- [Exercise instructions]: Exactly how many lines of the data below include the string "size"? State the number and nothing more.

- [Given records]:
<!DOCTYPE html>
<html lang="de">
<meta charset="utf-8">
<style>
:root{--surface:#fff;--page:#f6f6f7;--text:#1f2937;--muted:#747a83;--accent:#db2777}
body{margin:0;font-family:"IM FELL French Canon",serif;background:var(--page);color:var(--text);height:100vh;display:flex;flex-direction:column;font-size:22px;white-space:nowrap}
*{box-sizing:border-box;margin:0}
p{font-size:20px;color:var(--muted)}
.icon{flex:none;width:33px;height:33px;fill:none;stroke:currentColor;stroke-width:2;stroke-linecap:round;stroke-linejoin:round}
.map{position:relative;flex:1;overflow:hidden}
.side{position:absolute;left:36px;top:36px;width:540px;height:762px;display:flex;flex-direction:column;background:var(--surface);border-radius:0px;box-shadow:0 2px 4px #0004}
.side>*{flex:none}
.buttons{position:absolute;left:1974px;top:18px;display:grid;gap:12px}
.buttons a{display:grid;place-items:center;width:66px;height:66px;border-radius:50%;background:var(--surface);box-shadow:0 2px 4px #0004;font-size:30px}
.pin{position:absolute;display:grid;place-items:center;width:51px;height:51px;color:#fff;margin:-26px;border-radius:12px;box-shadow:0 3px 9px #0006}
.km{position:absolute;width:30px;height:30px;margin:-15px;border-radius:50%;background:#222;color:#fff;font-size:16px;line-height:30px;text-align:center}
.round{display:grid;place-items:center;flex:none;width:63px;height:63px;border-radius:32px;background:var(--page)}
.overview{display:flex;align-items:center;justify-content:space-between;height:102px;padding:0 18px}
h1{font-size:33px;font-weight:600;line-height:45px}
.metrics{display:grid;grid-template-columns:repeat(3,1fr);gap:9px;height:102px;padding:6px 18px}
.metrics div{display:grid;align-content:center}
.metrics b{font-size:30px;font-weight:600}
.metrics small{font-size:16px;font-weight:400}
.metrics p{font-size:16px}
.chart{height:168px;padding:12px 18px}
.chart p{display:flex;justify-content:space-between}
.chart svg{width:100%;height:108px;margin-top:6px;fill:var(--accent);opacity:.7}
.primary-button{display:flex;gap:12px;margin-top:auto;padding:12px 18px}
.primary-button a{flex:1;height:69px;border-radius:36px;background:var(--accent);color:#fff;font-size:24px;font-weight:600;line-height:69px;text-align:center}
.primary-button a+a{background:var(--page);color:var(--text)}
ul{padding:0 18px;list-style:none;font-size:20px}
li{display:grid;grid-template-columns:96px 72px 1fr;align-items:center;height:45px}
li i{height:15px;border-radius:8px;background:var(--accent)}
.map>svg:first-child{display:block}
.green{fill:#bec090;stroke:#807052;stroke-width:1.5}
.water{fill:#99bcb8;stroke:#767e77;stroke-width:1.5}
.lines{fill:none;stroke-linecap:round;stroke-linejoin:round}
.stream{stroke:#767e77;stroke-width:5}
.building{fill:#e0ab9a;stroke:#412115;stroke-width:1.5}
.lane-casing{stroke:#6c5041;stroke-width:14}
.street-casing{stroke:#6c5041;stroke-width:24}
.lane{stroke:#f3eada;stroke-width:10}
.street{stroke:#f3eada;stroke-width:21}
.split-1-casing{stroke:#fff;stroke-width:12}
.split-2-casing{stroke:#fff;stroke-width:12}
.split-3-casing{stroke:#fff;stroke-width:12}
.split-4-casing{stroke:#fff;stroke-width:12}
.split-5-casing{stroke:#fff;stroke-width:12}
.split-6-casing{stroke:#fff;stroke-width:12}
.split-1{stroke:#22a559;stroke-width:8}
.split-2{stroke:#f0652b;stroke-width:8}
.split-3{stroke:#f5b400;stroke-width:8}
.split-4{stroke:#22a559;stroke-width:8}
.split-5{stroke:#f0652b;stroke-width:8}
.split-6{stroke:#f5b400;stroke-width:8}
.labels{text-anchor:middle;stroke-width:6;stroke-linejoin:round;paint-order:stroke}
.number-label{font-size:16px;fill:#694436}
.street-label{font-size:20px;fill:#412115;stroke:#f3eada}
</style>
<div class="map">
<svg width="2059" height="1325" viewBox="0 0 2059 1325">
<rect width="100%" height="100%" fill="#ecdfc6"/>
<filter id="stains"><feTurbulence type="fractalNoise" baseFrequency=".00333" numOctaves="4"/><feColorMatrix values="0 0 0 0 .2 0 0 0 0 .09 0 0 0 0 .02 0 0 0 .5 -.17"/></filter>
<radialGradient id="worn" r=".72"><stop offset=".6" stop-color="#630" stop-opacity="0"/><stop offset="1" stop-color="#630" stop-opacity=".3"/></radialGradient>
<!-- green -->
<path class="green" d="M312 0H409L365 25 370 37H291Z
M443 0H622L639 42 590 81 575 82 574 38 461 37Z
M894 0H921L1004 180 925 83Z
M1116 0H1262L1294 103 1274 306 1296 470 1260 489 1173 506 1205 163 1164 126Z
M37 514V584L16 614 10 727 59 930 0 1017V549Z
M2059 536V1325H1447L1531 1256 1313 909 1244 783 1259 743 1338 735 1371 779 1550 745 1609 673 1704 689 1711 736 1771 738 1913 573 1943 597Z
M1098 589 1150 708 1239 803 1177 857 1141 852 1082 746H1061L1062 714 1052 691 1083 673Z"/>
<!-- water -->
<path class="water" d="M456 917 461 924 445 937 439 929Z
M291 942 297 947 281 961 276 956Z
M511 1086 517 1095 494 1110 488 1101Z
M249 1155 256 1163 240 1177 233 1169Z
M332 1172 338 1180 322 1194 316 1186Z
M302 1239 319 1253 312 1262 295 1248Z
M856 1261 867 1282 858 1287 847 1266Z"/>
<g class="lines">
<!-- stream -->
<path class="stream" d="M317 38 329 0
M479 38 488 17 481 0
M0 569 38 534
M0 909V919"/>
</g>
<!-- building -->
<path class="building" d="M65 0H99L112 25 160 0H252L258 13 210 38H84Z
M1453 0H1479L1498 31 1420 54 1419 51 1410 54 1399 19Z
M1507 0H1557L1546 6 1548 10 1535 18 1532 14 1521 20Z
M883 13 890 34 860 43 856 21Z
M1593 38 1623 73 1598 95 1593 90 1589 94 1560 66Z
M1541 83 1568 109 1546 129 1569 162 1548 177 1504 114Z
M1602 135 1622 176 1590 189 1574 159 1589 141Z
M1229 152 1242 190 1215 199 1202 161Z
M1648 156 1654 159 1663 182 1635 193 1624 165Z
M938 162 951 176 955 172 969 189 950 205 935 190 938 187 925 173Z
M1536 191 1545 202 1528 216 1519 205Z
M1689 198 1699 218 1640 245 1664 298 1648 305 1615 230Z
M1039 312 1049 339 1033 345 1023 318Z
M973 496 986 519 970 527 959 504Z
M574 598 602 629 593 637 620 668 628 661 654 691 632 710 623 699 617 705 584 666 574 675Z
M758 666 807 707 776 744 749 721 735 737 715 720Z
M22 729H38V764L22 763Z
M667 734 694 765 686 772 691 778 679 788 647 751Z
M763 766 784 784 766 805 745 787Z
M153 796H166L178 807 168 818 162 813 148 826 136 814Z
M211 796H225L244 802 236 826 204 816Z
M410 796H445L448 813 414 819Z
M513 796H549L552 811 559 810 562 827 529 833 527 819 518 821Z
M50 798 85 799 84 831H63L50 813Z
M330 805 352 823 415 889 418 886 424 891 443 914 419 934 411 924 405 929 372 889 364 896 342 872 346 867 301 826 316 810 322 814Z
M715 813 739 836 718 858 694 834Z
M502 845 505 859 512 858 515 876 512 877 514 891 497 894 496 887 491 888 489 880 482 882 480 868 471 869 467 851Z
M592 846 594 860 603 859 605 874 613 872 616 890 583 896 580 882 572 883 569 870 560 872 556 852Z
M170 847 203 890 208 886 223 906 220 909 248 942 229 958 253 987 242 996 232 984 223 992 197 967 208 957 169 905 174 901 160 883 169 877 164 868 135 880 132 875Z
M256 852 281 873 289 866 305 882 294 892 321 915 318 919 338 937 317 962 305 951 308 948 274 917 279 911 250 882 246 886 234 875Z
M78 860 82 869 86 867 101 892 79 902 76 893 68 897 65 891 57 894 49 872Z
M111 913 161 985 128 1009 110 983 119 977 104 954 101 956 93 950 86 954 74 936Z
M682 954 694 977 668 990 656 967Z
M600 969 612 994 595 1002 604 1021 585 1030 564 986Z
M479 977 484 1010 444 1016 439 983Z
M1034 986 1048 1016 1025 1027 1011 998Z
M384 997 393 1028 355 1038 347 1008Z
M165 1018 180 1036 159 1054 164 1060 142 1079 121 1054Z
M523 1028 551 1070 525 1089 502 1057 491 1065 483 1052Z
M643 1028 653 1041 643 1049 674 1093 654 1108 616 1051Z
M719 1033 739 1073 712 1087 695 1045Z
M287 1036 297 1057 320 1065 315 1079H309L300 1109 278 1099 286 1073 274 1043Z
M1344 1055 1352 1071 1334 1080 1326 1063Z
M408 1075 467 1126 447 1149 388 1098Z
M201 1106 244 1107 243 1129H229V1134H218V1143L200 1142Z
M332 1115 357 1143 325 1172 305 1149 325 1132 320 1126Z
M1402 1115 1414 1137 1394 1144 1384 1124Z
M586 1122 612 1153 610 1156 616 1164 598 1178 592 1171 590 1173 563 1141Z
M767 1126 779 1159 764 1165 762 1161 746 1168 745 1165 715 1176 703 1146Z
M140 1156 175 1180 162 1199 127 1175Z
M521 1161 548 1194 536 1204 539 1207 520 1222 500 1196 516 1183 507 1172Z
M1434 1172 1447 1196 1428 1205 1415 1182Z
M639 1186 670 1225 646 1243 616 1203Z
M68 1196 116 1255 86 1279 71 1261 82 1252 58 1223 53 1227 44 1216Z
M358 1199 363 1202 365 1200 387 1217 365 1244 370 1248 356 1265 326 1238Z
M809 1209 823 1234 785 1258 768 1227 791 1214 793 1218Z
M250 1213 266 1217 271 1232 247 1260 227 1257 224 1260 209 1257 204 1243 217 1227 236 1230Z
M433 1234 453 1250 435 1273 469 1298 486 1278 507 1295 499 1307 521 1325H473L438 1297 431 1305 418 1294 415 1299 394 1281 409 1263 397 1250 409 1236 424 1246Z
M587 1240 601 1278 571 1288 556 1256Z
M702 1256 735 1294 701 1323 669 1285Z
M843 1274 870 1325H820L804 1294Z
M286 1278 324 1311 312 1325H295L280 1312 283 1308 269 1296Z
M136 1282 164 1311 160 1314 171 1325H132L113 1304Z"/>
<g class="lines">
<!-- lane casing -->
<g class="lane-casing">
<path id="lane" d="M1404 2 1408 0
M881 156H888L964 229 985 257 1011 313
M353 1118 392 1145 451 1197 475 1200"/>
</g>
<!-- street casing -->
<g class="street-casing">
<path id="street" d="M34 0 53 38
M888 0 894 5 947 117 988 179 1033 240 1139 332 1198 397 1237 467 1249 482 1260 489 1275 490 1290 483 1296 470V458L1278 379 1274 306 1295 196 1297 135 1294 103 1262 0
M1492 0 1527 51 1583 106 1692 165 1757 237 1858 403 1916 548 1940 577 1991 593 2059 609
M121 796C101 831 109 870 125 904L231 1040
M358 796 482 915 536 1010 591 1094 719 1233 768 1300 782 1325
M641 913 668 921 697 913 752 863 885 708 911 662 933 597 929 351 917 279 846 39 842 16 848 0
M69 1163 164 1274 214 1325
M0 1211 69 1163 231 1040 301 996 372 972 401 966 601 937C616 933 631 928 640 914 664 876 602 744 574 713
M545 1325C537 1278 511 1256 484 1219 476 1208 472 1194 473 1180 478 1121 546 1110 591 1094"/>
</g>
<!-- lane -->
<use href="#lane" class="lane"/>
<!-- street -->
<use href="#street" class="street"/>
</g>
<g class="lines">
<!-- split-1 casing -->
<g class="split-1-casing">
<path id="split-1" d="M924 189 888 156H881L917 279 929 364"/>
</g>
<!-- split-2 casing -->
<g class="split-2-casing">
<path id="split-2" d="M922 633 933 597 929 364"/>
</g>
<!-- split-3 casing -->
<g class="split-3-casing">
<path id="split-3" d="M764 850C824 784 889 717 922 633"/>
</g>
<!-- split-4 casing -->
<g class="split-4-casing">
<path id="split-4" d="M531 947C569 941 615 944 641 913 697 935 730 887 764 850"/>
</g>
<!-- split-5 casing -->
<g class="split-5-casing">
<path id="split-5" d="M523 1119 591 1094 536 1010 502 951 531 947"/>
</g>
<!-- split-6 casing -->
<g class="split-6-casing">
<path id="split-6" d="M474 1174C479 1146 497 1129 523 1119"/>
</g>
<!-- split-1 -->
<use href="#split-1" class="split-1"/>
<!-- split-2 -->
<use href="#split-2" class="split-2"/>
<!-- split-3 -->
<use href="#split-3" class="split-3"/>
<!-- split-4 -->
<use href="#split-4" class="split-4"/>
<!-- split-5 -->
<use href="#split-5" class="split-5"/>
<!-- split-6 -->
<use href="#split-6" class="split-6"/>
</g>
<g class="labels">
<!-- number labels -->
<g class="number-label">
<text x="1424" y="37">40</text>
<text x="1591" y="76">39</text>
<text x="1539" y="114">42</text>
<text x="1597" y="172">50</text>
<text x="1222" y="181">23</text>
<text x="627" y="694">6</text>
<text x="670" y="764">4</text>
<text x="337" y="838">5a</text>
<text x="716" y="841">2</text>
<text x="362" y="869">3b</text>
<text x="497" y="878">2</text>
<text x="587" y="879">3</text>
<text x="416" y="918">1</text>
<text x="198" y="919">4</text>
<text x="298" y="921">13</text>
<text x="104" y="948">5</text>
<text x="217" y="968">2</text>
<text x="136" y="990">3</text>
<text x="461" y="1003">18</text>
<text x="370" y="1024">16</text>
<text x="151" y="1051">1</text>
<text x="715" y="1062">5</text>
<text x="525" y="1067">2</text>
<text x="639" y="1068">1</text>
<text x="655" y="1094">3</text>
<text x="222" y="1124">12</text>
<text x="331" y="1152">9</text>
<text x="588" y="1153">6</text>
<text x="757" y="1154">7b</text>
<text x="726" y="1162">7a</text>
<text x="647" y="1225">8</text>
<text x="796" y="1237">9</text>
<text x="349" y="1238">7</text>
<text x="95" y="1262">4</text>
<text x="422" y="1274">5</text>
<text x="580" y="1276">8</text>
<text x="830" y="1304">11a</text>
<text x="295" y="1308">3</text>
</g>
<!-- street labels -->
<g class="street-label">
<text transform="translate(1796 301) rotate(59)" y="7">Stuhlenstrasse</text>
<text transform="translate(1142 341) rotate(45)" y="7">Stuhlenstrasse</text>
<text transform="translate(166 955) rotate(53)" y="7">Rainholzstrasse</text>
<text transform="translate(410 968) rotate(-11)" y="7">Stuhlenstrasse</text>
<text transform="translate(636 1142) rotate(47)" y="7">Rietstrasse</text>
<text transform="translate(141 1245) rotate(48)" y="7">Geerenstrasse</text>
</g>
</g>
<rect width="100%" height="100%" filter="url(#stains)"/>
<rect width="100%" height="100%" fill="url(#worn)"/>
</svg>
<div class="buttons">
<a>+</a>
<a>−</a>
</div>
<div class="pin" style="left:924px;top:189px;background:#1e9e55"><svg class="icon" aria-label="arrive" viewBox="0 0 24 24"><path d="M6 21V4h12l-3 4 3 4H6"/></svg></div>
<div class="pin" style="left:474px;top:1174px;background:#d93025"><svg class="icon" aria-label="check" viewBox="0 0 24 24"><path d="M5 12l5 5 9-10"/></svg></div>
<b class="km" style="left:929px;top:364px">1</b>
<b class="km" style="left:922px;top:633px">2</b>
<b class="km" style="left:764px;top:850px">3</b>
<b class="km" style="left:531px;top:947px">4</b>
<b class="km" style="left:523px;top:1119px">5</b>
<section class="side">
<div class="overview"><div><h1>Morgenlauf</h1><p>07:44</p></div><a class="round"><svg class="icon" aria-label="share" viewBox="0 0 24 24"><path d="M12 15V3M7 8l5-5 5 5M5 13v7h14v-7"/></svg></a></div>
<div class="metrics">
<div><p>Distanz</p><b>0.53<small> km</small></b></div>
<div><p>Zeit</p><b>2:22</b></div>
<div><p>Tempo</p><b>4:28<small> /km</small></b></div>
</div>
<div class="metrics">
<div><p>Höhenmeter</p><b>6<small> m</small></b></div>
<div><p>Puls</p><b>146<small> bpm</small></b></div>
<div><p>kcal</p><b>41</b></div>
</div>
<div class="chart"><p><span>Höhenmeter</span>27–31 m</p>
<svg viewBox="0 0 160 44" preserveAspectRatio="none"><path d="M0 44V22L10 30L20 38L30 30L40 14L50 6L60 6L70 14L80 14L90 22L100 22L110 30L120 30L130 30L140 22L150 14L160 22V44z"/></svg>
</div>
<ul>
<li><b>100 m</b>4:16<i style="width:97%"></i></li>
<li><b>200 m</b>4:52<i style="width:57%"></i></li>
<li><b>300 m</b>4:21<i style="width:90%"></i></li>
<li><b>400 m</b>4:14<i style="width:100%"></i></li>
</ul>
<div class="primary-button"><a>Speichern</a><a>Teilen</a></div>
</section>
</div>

- [Written solution]: 12